● **TASK DIRECTIONS**
Copy out the data exactly, leaving the pictures behind.

################

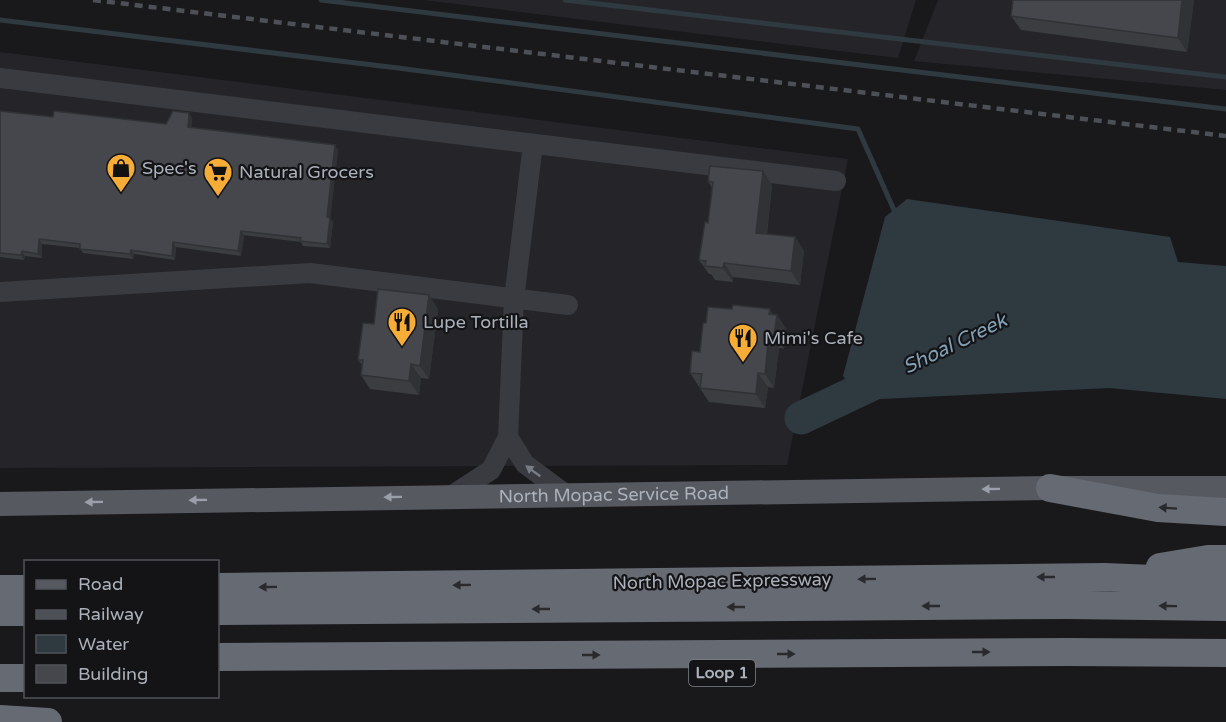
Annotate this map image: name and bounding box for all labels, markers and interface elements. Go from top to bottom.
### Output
shop icon: Spec's [105,152,137,194]
supermarket icon: Natural Grocers [202,156,234,198]
place label: Spec's [142,157,197,179]
place label: Natural Grocers [239,161,374,183]
restaurant icon: Lupe Tortilla [386,306,418,348]
water label: Shoal Creek [899,308,1013,379]
place label: Lupe Tortilla [423,311,529,333]
restaurant icon: Mimi's Cafe [727,322,759,364]
place label: Mimi's Cafe [764,327,863,349]
one-way arrow [526,465,542,477]
street label: North Mopac Service Road [499,482,729,507]
one-way arrow [982,485,1001,494]
one-way arrow [383,492,402,502]
one-way arrow [188,496,207,505]
one-way arrow [84,497,103,507]
one-way arrow [1158,503,1177,513]
legend [24,560,219,698]
street label: North Mopac Expressway [612,568,832,594]
one-way arrow [1037,572,1056,582]
text: Road [78,573,123,595]
one-way arrow [858,574,877,584]
one-way arrow [453,580,472,590]
one-way arrow [258,582,277,592]
one-way arrow [921,601,940,611]
one-way arrow [1158,601,1177,611]
one-way arrow [726,602,745,612]
text: Railway [78,603,144,625]
one-way arrow [531,604,550,614]
text: Water [78,633,129,655]
one-way arrow [971,647,990,657]
one-way arrow [776,649,795,658]
one-way arrow [581,650,600,660]
road number: Loop 1 [689,660,755,686]
text: Building [78,663,148,685]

################

● **EXERCISE SOLUTION**
Annotate this map image: name and bounding box for all labels, markers and interface elements. Go from top to bottom.
### Output
shop icon: Spec's [105,152,137,194]
supermarket icon: Natural Grocers [202,156,234,198]
place label: Spec's [142,157,197,179]
place label: Natural Grocers [239,161,374,183]
restaurant icon: Lupe Tortilla [386,306,418,348]
water label: Shoal Creek [899,308,1013,379]
place label: Lupe Tortilla [423,311,529,333]
restaurant icon: Mimi's Cafe [727,322,759,364]
place label: Mimi's Cafe [764,327,863,349]
one-way arrow [526,465,542,477]
street label: North Mopac Service Road [499,482,729,507]
one-way arrow [982,485,1001,494]
one-way arrow [383,492,402,502]
one-way arrow [188,496,207,505]
one-way arrow [84,497,103,507]
one-way arrow [1158,503,1177,513]
legend [24,560,219,698]
street label: North Mopac Expressway [612,568,832,594]
one-way arrow [1037,572,1056,582]
text: Road [78,573,123,595]
one-way arrow [858,574,877,584]
one-way arrow [453,580,472,590]
one-way arrow [258,582,277,592]
one-way arrow [921,601,940,611]
one-way arrow [1158,601,1177,611]
one-way arrow [726,602,745,612]
text: Railway [78,603,144,625]
one-way arrow [531,604,550,614]
text: Water [78,633,129,655]
one-way arrow [971,647,990,657]
one-way arrow [776,649,795,658]
one-way arrow [581,650,600,660]
road number: Loop 1 [689,660,755,686]
text: Building [78,663,148,685]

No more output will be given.